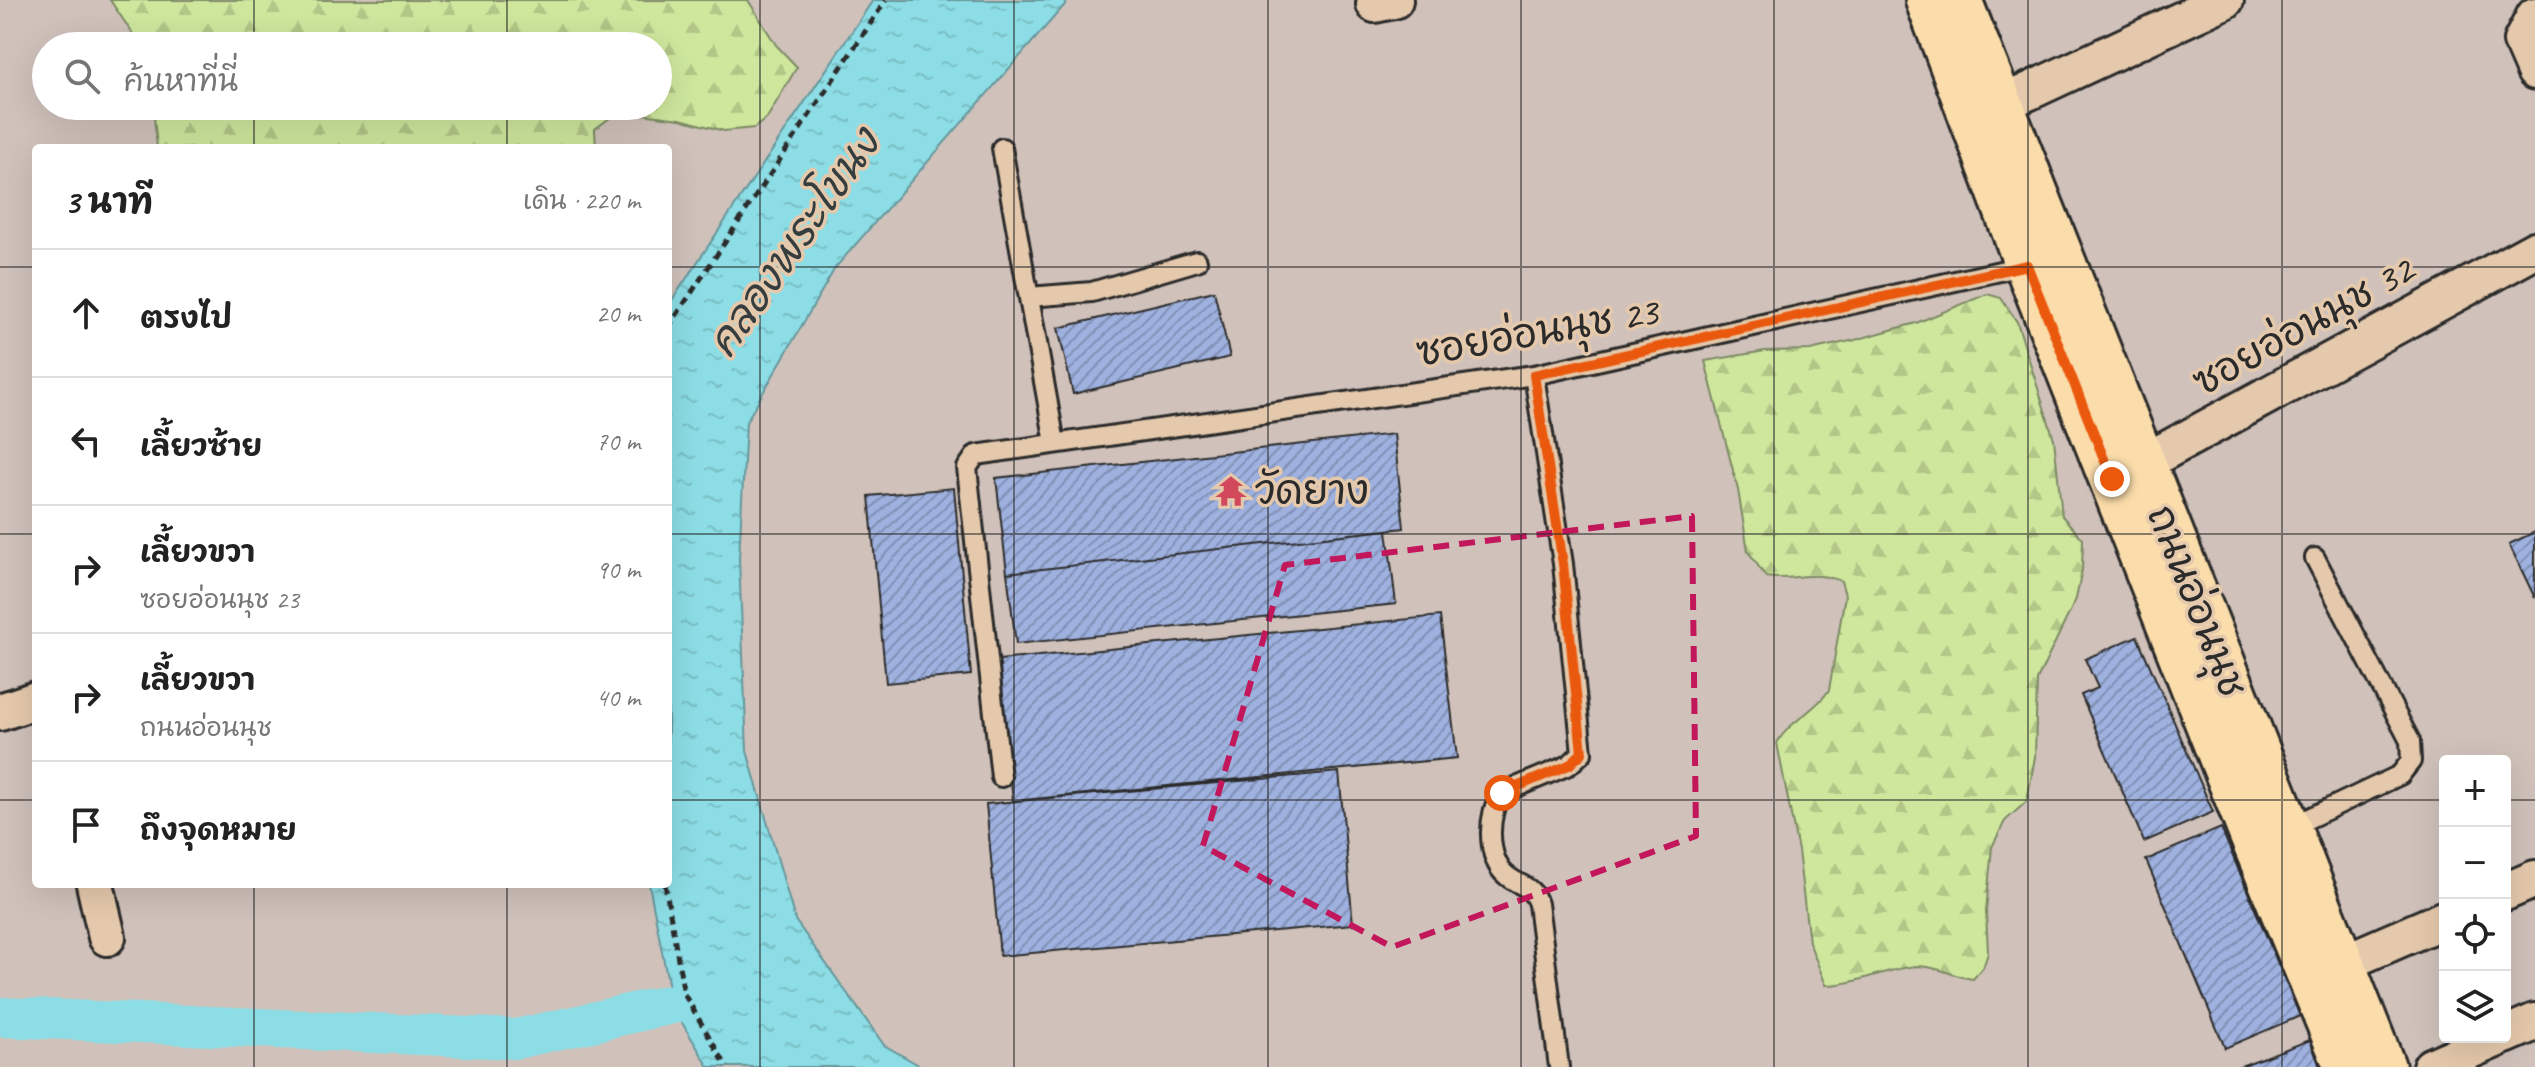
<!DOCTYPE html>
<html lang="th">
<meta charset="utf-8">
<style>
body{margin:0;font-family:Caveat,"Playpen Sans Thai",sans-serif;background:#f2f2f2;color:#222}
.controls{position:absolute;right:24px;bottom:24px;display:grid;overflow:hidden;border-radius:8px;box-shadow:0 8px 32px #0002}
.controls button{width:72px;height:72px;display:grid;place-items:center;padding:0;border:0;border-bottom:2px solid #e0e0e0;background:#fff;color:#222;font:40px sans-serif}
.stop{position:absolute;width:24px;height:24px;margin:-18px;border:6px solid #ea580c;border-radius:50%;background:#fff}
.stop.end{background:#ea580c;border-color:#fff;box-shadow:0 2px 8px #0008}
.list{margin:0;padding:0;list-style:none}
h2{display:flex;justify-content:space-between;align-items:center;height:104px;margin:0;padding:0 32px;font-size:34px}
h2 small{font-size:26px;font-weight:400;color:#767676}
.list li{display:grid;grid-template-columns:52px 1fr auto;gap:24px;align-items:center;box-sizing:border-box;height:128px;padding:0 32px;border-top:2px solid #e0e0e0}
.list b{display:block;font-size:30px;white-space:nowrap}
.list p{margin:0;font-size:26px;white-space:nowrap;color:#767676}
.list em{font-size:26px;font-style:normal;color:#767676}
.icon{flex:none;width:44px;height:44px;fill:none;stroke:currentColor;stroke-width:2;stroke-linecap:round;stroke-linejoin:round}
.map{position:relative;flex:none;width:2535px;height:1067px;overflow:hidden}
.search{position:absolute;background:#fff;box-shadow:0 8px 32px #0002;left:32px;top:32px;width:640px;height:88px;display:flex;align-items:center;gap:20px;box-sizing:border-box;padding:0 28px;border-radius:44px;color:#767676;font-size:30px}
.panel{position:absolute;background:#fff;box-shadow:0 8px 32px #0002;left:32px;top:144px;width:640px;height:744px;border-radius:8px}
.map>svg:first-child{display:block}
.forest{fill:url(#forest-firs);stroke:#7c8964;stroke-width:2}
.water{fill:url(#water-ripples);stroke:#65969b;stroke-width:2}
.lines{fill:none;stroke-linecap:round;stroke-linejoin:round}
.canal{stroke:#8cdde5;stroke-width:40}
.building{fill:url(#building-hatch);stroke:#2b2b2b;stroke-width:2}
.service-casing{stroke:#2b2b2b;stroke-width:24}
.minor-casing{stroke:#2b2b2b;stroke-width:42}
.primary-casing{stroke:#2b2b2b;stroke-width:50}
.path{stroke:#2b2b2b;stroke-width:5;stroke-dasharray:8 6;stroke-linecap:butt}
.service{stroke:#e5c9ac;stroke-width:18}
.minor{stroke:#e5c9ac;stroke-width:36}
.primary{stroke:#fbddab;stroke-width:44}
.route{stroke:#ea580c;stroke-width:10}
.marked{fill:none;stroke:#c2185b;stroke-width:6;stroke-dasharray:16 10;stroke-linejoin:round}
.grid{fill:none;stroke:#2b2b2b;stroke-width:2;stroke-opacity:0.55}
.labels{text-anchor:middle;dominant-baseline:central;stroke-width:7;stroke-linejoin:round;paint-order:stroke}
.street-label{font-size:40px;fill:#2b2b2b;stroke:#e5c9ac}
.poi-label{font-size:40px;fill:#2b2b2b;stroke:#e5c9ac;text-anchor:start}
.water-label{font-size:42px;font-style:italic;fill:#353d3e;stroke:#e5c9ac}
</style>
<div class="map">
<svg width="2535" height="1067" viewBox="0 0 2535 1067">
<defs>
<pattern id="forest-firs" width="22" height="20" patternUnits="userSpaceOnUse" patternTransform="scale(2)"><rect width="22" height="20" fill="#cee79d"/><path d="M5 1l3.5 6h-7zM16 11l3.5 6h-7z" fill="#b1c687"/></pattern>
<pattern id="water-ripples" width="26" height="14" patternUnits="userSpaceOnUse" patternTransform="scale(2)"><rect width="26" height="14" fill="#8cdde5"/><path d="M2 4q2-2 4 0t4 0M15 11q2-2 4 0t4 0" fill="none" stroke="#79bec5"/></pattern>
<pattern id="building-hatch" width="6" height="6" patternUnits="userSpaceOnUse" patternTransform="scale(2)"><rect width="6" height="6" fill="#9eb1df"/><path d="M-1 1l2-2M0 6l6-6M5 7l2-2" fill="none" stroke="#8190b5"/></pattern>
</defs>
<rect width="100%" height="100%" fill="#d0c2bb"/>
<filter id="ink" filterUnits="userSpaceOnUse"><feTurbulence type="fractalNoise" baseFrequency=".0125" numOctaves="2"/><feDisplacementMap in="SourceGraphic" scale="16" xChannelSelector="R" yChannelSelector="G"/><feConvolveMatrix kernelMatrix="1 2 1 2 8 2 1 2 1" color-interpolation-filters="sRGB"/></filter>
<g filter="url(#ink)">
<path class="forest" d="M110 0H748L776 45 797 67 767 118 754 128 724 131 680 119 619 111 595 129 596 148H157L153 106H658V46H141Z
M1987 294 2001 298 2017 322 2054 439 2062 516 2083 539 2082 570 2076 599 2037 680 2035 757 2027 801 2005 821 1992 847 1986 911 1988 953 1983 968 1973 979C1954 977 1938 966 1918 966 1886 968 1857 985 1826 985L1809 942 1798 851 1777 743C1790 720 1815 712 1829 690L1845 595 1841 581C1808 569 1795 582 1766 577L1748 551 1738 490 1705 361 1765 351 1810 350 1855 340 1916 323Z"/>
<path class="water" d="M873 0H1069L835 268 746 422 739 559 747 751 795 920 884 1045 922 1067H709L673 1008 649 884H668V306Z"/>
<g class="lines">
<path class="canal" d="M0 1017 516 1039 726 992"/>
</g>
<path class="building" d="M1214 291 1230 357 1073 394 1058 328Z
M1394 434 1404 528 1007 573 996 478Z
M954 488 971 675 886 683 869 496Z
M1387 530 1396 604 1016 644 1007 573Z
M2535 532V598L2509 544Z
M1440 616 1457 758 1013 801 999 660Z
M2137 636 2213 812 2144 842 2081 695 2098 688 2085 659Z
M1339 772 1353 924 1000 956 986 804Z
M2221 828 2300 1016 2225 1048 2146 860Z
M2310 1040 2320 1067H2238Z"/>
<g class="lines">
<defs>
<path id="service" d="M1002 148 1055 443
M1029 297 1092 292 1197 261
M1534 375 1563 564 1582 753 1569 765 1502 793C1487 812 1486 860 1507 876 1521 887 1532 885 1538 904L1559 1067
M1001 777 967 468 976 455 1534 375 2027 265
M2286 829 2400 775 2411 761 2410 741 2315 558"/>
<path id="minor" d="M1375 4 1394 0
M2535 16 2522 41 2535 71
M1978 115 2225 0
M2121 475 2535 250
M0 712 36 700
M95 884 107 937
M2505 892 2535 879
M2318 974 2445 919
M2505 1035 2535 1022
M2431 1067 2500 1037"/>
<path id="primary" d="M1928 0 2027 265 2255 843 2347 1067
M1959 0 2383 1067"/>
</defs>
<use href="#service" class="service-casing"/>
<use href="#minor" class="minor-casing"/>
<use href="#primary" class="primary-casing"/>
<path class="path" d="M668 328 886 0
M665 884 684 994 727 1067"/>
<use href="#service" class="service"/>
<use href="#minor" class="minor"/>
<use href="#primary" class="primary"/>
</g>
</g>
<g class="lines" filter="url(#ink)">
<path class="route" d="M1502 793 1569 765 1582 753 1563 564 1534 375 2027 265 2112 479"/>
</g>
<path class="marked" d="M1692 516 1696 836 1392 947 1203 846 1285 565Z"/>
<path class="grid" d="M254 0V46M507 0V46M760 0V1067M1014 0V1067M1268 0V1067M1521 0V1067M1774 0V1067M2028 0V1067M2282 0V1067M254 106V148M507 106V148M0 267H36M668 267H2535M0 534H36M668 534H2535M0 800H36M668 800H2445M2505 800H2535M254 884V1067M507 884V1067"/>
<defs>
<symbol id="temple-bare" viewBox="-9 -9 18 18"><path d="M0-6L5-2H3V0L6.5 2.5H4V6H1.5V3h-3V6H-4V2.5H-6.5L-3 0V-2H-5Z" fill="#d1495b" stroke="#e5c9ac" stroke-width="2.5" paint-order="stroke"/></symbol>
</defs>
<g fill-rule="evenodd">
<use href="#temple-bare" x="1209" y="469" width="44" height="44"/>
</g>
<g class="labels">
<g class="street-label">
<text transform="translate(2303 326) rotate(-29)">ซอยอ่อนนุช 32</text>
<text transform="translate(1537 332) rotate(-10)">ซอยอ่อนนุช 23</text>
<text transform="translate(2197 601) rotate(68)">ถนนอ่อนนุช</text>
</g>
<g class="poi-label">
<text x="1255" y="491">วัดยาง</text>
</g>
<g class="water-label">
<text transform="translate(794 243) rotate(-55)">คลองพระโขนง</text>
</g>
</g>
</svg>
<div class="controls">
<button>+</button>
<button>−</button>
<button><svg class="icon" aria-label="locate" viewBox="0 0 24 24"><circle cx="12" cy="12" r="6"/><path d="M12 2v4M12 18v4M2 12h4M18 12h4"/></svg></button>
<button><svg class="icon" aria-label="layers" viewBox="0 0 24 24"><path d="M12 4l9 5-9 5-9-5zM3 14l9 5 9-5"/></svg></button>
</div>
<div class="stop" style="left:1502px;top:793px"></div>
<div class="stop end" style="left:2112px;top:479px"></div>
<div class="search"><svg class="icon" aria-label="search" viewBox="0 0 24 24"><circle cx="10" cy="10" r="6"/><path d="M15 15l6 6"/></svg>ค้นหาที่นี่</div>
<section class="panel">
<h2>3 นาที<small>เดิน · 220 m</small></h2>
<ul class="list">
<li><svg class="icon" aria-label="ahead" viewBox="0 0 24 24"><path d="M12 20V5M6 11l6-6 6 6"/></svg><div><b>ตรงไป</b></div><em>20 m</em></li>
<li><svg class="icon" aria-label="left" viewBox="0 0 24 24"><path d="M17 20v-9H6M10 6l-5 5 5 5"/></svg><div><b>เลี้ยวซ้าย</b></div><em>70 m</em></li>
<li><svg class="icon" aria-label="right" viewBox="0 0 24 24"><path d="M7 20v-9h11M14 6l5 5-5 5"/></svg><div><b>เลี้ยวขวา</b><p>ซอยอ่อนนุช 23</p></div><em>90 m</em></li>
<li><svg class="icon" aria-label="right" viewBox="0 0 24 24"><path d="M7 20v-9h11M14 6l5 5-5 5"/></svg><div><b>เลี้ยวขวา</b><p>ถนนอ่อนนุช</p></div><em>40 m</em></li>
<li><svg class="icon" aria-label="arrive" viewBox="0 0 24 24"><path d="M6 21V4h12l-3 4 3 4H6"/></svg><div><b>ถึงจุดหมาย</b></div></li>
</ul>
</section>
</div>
┄┄┄┄┄┄┄┄┄┄
# Exercise directions:
Going through the entries, return every line holding the word "casing".

# Task result:
.service-casing{stroke:#2b2b2b;stroke-width:24}
.minor-casing{stroke:#2b2b2b;stroke-width:42}
.primary-casing{stroke:#2b2b2b;stroke-width:50}
<use href="#service" class="service-casing"/>
<use href="#minor" class="minor-casing"/>
<use href="#primary" class="primary-casing"/>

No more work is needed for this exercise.